[Stored data entries]
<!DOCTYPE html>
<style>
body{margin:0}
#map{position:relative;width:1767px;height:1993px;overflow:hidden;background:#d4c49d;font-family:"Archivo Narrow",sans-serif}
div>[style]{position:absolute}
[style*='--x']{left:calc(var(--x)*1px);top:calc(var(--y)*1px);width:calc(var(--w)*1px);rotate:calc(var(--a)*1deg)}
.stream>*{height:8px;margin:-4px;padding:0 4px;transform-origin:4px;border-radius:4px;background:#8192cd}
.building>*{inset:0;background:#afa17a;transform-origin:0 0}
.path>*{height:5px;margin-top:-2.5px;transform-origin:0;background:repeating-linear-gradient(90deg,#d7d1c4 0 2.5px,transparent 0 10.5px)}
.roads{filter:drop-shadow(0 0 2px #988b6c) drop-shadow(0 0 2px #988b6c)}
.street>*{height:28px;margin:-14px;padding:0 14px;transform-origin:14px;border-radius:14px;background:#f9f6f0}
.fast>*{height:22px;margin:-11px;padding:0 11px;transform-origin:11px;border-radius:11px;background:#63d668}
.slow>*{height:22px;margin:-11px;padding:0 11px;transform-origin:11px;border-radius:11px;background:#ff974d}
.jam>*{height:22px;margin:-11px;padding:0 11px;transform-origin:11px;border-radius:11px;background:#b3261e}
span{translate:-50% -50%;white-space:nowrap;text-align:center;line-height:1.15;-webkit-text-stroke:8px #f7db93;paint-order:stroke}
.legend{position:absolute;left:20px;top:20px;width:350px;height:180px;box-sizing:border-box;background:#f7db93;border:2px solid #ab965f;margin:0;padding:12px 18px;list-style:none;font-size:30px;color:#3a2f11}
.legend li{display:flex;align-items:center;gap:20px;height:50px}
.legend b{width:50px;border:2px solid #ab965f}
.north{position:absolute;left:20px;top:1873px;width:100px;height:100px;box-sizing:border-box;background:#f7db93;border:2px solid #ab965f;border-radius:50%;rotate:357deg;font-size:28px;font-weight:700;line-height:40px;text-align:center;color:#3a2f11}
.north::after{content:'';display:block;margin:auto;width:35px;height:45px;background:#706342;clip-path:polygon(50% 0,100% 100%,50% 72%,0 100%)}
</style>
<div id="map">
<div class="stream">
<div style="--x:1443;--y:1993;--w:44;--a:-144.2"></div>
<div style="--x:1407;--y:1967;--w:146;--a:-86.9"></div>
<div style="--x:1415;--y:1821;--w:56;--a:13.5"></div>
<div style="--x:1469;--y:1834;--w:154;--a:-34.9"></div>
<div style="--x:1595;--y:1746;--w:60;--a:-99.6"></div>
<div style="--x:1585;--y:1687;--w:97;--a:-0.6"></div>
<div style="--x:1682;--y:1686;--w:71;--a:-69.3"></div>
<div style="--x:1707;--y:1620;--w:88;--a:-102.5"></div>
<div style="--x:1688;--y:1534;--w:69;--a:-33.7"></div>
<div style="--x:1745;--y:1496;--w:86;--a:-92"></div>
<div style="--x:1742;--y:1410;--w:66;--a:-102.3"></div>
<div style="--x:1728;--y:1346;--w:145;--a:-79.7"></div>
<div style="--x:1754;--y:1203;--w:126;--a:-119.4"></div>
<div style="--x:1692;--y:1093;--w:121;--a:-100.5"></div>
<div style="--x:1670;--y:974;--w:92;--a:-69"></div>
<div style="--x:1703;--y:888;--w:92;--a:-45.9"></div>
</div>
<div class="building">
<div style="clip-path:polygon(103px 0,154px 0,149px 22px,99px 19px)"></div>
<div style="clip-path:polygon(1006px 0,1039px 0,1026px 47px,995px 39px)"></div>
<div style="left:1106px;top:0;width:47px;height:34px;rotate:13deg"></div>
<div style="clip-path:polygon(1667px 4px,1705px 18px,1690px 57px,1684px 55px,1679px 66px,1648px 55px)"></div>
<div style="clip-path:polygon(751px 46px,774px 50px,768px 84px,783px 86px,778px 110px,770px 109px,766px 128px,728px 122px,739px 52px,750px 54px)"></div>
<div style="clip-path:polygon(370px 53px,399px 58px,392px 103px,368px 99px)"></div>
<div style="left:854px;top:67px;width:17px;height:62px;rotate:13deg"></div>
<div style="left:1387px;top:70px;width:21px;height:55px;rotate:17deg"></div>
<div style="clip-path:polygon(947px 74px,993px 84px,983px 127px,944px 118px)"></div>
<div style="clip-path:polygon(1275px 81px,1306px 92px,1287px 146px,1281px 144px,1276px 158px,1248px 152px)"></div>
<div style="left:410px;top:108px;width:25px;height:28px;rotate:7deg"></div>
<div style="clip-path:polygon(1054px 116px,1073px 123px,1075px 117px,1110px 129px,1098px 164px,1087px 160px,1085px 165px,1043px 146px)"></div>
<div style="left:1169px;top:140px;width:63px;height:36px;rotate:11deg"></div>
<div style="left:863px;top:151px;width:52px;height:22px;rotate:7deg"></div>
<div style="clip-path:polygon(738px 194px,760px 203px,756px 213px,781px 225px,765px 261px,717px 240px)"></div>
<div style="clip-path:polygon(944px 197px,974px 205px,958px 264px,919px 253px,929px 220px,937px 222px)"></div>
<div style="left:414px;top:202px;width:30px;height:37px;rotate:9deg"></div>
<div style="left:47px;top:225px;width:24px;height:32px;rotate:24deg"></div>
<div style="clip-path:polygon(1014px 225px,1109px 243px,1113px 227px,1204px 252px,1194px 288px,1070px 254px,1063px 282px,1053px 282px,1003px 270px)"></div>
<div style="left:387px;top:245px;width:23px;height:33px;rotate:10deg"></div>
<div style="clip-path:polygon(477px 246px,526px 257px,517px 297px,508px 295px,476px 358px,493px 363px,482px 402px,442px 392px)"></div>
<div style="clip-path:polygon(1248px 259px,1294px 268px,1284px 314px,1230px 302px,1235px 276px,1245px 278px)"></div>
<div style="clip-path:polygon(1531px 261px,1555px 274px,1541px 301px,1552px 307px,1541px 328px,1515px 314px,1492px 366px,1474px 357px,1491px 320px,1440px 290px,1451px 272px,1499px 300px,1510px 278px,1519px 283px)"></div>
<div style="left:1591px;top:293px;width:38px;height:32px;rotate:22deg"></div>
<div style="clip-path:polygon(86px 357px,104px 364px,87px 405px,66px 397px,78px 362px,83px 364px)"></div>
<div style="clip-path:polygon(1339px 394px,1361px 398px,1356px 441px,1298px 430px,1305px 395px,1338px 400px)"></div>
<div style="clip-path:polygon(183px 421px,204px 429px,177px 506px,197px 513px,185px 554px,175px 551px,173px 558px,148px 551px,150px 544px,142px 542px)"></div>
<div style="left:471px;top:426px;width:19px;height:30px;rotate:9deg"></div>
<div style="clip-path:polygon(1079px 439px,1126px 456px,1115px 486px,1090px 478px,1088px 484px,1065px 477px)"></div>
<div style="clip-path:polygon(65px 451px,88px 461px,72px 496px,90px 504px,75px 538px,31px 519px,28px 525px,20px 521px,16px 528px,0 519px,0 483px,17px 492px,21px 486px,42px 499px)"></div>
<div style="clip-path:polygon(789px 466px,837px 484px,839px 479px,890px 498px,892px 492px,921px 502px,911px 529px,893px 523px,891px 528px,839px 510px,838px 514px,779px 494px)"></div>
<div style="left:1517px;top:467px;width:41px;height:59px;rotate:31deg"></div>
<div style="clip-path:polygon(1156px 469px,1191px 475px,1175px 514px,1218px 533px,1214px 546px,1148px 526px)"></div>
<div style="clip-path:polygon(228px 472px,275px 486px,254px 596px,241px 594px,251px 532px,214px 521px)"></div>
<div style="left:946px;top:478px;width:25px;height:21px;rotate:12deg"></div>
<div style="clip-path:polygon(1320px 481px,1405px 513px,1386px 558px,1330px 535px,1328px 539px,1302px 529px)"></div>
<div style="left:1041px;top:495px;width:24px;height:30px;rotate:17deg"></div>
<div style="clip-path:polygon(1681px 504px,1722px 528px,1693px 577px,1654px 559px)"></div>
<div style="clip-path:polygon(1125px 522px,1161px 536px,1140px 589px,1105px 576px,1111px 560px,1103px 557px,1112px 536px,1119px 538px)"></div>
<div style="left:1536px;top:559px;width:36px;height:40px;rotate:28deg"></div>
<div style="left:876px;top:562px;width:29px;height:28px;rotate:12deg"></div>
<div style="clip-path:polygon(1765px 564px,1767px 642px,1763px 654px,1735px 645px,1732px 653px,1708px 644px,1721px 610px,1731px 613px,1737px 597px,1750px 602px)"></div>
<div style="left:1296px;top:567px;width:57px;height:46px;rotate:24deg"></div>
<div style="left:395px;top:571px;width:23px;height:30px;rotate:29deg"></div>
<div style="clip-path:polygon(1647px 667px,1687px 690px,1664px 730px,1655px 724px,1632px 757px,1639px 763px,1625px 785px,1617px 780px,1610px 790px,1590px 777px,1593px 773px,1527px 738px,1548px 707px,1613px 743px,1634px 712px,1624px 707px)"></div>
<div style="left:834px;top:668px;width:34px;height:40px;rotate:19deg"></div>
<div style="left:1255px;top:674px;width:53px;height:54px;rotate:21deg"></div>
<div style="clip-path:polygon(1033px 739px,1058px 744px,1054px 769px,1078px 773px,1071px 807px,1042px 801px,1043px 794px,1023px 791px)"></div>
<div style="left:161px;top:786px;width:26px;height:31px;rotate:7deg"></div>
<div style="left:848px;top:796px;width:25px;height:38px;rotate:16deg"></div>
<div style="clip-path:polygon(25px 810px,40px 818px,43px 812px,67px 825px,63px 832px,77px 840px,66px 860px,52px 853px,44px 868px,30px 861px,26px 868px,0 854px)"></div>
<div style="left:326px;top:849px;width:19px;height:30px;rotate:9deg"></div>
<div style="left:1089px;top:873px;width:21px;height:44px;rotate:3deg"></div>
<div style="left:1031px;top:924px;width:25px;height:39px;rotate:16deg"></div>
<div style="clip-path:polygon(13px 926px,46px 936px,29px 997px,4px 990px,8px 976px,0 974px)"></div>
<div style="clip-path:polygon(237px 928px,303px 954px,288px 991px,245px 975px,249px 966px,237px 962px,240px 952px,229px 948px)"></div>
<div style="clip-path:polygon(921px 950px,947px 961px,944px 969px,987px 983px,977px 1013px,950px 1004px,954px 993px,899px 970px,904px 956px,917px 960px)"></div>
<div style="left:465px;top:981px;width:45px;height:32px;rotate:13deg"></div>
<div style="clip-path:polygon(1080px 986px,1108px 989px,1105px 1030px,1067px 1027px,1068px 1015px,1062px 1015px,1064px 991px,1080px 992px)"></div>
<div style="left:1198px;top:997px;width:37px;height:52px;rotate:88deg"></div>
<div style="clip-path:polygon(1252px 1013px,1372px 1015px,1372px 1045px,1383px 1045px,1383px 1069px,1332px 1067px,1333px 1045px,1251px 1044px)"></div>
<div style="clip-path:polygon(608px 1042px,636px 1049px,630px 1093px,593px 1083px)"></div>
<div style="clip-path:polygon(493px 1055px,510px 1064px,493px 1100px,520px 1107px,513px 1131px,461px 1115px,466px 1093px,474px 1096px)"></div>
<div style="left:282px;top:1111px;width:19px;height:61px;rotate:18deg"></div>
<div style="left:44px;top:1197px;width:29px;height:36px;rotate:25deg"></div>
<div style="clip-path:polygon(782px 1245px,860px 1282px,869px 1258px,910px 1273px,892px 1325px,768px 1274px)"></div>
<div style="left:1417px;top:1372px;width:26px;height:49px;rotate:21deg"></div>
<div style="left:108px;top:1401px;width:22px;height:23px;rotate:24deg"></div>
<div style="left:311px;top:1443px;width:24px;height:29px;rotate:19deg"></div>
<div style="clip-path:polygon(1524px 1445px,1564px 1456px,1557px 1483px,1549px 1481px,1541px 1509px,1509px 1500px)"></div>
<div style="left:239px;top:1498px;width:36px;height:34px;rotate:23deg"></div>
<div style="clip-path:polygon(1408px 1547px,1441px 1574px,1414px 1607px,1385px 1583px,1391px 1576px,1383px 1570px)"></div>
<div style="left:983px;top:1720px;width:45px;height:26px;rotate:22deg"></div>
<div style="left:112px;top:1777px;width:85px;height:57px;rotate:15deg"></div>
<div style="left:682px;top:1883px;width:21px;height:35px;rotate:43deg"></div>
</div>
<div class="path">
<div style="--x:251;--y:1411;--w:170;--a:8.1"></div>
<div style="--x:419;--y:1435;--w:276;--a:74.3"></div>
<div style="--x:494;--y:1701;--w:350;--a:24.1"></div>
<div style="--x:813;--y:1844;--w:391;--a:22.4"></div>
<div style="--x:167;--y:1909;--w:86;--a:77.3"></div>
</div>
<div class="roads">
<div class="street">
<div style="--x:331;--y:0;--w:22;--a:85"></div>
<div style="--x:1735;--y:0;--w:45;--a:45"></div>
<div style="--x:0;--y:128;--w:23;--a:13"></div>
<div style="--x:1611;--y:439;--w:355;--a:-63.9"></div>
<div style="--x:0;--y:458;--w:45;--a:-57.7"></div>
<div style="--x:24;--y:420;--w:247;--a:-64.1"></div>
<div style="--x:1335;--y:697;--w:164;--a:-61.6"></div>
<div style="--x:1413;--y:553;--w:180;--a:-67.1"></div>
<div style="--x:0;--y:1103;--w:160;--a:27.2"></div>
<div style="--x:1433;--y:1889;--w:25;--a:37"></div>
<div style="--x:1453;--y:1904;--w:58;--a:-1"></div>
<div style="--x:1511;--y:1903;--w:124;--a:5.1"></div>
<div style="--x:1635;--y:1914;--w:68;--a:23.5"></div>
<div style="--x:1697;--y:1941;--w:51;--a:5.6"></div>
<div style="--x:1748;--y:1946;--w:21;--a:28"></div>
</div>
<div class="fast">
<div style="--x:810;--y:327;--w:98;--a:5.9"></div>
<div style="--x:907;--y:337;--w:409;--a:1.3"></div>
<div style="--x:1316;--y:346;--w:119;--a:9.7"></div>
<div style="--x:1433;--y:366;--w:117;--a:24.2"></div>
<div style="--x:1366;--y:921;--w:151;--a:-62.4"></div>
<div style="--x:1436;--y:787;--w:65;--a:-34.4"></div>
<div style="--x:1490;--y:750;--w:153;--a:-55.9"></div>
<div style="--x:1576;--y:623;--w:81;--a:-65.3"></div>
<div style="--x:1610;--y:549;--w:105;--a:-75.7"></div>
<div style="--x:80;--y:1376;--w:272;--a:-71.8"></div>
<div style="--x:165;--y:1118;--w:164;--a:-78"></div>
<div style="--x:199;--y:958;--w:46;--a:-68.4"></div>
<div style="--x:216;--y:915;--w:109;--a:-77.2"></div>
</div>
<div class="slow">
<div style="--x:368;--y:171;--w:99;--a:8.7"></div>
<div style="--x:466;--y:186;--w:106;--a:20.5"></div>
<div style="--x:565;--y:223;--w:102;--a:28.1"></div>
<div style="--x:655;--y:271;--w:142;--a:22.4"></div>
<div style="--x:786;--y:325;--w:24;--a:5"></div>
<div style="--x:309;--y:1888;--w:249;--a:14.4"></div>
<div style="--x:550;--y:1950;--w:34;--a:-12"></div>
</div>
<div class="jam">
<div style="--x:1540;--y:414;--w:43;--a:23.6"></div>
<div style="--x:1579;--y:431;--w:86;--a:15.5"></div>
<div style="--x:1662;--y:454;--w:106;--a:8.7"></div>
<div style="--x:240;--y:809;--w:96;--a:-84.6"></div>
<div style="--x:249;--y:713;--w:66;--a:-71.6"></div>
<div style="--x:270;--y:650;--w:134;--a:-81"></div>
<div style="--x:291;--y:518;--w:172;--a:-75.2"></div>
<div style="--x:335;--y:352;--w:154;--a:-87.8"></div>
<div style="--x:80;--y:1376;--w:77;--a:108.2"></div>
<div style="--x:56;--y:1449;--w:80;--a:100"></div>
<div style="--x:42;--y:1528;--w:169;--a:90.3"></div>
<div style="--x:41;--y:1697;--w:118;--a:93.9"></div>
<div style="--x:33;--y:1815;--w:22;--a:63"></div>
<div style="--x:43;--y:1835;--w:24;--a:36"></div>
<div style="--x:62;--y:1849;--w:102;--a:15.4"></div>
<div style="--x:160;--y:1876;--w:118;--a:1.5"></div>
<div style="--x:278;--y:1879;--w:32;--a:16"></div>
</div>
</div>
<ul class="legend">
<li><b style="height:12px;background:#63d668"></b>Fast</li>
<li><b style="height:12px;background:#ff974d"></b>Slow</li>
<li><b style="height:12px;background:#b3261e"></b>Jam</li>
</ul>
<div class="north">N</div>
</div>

#### What to work on:
Would you give the number of lines of the data that include the string "stream"? Nothing else is wanted.

#### Exercise answer:
2